What you are asked to do: Instruction for the data below: set down exactly the lines from the line with "M 20,91 L 59,161 L 151,335" to the line with "M 168,538 L 283,477 L 394,412 L 659,270", inclusive, and no others.

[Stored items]
******

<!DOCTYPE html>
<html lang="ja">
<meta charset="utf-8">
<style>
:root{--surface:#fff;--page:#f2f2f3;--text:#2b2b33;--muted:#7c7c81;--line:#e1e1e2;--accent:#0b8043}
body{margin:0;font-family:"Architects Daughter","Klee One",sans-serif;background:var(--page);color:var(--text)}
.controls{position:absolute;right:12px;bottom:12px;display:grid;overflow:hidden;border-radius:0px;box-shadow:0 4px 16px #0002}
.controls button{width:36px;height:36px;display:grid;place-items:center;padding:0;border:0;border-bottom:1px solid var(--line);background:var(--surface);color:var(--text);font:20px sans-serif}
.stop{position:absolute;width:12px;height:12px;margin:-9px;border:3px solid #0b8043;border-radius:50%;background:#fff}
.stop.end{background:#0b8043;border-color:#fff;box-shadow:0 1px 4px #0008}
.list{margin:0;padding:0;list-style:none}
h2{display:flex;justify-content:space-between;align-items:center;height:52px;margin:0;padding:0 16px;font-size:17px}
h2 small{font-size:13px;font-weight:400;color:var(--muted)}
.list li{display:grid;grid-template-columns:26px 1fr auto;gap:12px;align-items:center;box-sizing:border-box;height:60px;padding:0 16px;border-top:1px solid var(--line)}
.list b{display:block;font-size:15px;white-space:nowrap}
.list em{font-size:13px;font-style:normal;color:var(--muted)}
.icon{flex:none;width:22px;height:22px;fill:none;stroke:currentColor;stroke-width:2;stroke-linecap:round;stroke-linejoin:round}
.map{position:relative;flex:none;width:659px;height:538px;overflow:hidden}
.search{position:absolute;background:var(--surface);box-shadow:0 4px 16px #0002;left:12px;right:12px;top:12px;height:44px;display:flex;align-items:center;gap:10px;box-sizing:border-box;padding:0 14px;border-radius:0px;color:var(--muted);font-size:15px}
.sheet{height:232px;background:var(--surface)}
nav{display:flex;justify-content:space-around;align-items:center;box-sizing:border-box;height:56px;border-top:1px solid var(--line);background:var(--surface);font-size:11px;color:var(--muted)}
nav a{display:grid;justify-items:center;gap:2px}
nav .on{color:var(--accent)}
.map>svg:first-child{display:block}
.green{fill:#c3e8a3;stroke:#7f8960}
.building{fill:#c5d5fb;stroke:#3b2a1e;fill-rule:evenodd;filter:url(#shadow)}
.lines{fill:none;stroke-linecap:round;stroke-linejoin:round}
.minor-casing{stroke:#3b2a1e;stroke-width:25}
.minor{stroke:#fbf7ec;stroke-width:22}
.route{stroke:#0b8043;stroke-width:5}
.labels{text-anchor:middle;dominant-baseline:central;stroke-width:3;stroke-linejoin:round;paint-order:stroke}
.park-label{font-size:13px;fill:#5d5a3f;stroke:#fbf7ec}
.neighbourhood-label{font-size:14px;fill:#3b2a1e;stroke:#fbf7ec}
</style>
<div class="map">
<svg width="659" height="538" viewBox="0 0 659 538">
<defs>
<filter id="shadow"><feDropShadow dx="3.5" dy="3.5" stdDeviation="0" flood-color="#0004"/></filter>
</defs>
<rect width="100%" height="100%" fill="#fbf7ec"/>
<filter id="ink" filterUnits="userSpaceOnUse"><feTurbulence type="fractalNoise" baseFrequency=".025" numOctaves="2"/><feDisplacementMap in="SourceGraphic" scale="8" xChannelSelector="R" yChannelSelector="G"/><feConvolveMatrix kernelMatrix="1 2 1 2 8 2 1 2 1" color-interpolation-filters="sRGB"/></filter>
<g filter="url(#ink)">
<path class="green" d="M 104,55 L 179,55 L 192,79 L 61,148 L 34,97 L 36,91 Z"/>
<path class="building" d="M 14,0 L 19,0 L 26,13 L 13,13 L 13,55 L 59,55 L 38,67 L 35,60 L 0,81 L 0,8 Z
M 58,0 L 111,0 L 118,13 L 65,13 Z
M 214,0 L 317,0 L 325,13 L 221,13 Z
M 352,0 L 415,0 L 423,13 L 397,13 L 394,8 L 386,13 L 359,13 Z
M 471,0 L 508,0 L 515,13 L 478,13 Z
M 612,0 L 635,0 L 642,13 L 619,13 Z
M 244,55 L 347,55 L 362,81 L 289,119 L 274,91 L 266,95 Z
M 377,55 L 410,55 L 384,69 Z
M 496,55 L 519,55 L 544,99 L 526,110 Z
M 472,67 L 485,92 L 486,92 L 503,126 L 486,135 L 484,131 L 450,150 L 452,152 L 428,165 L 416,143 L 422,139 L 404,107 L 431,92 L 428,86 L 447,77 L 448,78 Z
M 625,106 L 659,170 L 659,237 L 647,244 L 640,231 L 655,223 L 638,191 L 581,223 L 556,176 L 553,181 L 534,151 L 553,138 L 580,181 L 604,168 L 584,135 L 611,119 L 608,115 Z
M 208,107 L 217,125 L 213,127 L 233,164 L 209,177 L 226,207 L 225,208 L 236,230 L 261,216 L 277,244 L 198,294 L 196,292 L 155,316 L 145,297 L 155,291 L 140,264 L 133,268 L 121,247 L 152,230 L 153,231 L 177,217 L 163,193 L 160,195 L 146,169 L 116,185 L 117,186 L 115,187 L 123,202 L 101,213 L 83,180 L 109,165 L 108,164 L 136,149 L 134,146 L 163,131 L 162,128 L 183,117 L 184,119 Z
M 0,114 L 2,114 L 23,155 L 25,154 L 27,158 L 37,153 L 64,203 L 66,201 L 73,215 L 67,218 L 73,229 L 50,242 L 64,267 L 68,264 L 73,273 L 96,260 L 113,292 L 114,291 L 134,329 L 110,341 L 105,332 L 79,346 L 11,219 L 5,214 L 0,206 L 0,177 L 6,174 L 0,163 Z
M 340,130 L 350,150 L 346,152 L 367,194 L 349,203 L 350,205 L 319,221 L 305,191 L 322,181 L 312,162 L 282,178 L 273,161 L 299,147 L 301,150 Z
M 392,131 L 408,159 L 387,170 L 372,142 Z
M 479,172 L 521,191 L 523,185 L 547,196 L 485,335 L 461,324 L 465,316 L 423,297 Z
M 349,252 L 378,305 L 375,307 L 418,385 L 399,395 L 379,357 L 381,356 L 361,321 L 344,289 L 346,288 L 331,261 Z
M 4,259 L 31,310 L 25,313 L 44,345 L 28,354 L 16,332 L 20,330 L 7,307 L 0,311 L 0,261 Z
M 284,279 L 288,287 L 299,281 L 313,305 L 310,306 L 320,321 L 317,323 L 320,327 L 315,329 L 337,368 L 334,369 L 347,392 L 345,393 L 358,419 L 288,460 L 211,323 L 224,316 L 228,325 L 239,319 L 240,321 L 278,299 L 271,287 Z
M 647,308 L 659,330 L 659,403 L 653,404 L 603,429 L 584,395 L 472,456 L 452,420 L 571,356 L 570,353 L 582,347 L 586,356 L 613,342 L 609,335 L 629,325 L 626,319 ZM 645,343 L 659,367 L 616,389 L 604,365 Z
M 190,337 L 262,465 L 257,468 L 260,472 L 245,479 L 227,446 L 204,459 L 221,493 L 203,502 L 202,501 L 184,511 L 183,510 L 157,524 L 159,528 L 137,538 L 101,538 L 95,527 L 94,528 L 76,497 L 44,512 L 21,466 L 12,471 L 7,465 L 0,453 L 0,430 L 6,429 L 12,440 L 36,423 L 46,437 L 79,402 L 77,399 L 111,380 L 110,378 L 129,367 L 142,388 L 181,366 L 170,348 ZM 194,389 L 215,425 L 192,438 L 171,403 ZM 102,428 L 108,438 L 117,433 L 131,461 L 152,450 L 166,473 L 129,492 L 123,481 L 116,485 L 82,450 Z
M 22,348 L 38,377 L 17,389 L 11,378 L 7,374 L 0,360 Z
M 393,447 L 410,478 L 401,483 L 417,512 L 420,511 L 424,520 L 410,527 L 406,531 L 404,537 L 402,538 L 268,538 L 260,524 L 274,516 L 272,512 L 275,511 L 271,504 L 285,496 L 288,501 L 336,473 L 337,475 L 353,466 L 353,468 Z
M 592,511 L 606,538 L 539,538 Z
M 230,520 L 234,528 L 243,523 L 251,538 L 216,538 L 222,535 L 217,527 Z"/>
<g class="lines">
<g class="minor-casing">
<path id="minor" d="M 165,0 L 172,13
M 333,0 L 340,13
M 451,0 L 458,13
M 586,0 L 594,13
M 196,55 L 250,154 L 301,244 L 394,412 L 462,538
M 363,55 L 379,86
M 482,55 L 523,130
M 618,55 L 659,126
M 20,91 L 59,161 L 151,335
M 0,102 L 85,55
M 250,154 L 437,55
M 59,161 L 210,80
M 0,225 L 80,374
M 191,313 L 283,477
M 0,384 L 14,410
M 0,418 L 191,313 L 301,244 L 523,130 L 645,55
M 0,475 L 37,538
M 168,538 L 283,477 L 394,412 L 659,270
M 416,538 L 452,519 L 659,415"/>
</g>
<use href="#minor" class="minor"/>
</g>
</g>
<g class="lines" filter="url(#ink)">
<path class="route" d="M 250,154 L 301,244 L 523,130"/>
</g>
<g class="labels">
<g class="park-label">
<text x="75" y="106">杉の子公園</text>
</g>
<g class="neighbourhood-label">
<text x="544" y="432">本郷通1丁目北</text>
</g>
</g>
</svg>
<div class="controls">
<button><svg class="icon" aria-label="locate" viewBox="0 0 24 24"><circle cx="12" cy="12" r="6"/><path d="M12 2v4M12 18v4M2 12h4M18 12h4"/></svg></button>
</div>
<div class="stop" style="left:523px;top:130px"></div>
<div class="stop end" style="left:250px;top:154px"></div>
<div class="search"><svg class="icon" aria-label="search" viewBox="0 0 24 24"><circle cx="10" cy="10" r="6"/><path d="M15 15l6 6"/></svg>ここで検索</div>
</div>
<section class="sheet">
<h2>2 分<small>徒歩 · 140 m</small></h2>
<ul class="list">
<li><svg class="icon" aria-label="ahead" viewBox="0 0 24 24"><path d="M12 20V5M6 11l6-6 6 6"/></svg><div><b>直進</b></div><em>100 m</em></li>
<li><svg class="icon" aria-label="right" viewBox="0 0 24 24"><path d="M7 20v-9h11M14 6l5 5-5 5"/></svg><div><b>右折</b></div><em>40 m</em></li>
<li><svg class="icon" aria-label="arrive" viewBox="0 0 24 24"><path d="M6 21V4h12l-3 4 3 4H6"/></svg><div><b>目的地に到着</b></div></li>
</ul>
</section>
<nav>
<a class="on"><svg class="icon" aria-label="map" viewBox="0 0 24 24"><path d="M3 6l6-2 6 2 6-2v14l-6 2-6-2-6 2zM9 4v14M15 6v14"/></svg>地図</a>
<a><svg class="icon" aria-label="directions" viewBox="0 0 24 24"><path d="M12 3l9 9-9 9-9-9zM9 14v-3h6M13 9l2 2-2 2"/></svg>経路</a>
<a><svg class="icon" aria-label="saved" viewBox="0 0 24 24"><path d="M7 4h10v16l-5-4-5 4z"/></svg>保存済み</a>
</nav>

******

Answer to the exercise:
M 20,91 L 59,161 L 151,335
M 0,102 L 85,55
M 250,154 L 437,55
M 59,161 L 210,80
M 0,225 L 80,374
M 191,313 L 283,477
M 0,384 L 14,410
M 0,418 L 191,313 L 301,244 L 523,130 L 645,55
M 0,475 L 37,538
M 168,538 L 283,477 L 394,412 L 659,270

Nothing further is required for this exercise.